GIVEN ENTRIES
------------------------------------------------

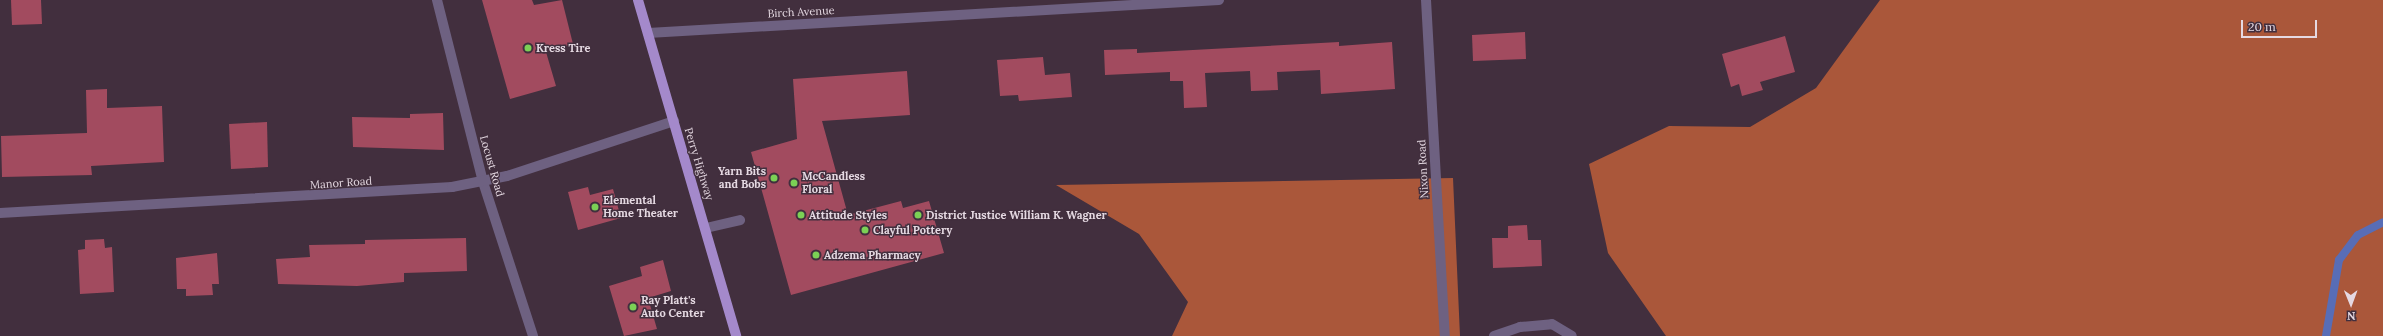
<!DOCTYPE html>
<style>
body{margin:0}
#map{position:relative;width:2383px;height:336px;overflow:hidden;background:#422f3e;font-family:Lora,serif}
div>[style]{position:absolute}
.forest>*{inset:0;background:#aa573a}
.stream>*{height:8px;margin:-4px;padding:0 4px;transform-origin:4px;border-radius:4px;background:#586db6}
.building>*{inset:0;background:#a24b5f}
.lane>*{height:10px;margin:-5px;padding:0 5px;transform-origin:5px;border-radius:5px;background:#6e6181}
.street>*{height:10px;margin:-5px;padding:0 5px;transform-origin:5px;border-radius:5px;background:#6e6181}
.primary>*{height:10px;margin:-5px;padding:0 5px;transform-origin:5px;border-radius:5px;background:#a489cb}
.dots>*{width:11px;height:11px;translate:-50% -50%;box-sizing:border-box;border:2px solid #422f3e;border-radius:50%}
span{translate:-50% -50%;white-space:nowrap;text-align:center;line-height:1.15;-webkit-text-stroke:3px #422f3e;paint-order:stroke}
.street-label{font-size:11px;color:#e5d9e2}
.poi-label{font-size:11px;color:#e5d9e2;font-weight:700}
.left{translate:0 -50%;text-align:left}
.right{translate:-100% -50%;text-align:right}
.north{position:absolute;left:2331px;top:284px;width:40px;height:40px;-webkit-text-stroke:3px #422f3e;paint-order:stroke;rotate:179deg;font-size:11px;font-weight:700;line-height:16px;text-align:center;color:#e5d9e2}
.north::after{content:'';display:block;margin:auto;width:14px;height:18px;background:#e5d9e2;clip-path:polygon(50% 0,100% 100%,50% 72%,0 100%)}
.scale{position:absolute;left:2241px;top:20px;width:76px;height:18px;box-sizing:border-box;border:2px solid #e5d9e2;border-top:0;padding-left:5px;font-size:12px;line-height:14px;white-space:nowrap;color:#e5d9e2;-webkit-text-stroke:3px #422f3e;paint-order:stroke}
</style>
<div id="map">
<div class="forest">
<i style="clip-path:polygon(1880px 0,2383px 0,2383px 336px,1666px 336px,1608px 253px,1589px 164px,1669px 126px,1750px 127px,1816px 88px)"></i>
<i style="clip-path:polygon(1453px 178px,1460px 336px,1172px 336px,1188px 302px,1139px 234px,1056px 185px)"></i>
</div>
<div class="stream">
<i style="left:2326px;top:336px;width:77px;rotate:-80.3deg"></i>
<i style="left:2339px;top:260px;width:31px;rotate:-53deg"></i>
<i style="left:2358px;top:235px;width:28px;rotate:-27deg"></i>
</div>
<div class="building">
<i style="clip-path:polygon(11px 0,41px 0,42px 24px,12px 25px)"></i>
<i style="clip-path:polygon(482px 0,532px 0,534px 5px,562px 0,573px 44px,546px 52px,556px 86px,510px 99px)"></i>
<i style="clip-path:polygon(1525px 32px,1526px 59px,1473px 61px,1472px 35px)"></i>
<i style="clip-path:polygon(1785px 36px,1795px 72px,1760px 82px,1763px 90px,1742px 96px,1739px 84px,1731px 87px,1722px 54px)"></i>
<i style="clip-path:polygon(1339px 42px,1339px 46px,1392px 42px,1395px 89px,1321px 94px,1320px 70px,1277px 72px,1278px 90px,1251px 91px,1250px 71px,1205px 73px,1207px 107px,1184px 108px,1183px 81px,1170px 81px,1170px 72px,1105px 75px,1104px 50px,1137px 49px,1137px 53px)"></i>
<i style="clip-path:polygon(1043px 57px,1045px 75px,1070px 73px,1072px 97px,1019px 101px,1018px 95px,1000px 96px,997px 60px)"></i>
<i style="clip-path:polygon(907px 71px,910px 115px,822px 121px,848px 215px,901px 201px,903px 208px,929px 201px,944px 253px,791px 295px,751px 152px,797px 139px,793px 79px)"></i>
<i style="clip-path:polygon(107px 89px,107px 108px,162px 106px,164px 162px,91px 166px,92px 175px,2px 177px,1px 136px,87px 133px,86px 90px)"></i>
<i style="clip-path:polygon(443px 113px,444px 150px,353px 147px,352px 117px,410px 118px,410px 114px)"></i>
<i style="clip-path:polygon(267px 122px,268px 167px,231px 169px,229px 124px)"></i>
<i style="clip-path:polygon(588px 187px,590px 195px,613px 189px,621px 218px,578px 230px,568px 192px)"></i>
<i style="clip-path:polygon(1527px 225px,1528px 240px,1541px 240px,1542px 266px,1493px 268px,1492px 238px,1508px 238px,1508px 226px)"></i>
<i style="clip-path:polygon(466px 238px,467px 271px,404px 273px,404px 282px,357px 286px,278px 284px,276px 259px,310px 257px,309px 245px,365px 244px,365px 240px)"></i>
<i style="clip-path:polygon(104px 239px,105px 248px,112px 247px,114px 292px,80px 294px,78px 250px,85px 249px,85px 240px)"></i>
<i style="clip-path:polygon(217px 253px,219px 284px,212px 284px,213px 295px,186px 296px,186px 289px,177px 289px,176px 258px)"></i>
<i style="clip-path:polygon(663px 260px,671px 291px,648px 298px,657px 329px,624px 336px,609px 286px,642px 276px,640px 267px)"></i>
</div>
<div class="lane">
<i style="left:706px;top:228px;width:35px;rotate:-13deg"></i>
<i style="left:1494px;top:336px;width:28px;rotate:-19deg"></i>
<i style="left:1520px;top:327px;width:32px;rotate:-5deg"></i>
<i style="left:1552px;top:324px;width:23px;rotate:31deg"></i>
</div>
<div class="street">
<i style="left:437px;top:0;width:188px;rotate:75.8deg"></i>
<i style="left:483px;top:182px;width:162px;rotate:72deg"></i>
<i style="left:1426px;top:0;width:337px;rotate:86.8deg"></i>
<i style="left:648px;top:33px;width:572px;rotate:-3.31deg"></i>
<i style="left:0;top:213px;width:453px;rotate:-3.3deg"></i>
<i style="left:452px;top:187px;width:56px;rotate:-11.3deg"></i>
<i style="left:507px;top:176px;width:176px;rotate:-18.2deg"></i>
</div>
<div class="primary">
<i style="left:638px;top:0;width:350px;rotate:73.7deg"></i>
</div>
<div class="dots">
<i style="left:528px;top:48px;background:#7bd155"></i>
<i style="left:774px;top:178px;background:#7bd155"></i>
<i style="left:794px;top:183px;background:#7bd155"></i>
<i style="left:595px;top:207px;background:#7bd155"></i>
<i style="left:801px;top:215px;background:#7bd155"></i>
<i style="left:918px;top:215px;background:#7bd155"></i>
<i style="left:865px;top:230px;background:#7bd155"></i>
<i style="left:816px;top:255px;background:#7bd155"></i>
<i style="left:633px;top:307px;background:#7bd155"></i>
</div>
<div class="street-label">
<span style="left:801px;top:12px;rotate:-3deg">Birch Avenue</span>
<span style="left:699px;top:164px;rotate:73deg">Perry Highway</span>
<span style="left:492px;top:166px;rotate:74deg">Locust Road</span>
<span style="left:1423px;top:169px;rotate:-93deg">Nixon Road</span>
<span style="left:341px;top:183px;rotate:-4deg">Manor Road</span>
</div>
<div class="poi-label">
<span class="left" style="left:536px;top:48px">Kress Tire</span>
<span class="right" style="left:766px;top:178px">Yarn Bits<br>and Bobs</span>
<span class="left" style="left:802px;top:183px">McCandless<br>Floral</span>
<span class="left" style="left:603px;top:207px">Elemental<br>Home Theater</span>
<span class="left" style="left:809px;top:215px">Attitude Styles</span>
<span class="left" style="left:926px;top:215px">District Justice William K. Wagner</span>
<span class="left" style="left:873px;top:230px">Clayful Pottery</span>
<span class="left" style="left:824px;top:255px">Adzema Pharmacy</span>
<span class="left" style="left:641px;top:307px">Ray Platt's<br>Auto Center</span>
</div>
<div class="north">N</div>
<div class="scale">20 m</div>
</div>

------------------------------------------------

WORK REQUIRED
Check each line of the material above for "stream" and say how many lines contain it, giving the number alone.

TASK SOLUTION
2